In 2014, the Score Project, a landmark five-year study published in Anesthesiology, tracked obstetric anesthesia incidents across 30 institutions. It showed that the No. 1 obstetric anesthesia complication was high spinal and there is a chance of having a serious complication in 1 in 3,000 births.

“The findings were good, but not enough to create a detailed database,” said Dr. D’Angelo, who led the study. Similarly, big data, such as hospital discharge databases, insurance enrollment, EMRs and discharge codes, don’t capture details. “To improve patient safety, we need a national complication registry,” Dr. D’Angelo said.

Enter the Anesthesiology Incident Reporting System (AIRS), which is maintained by the Anesthesia Quality Institute. AIRS is an online reporting system that allows you to report obstetric anesthesia complications confidentially and/or anonymously.

“If you have a complication, go to the AIRS homepage and click on “Report Adverse Events & Near Misses.” “It’s easy to navigate and takes just minutes to complete,” Dr. D’Angelo said. You’ll start by:

  1. Selecting the category, “regional anesthesia”
  2. Then go to “optional data”
  3. Then select “OB”
  4. For procedural service, pick “OB/GYN”

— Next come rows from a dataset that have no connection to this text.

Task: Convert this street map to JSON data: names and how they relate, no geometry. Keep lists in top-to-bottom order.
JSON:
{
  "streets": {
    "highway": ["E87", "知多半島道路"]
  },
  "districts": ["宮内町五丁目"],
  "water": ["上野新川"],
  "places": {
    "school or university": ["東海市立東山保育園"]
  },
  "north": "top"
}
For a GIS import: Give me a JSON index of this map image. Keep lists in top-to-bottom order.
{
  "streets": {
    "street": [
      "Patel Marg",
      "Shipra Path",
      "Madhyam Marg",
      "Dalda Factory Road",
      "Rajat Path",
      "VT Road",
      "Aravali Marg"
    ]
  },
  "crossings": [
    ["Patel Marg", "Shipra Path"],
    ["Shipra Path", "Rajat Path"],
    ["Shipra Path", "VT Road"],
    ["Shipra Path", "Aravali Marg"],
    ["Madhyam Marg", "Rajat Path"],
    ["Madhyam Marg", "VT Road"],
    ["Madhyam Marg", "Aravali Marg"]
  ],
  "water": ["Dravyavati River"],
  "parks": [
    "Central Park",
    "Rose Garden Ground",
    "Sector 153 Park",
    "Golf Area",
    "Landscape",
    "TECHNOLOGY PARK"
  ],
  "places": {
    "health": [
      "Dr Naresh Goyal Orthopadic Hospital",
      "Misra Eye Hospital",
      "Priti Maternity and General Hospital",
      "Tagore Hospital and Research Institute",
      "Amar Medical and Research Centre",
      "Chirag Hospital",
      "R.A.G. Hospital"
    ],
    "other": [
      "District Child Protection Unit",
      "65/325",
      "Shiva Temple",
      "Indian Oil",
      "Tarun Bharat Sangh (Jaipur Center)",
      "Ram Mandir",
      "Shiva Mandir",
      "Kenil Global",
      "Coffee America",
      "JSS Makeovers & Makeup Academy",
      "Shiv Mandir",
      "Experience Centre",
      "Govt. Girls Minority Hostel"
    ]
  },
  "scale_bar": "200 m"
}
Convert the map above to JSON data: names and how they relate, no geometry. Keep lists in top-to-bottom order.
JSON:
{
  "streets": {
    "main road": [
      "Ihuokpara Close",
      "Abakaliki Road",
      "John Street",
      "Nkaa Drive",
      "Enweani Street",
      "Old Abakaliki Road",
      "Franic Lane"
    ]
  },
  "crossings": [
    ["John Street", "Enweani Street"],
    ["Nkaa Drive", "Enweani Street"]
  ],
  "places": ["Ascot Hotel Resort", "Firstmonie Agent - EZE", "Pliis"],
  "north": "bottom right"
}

At that point, you’ll be in the event module for obstetrics. From the drop-down menu, you can select the complication and provide details for documentation. If you report confidentially, you’ll get a case number. Otherwise, that’s it.

“We need your help,” Dr. D’Angelo said. “We can’t improve outcomes unless we get you to report details on serious complications. We need detailed information and reports on AIRS. Our goal is to improve patient safety, detect patterns and create practice advisories that can create a framework to reduce incidences.

“Patients will never know that their safer anesthesia linked back to today. But what matters is that we, as anesthesiologists, worked to be even further removed from the Wild West days of Gertie’s era.”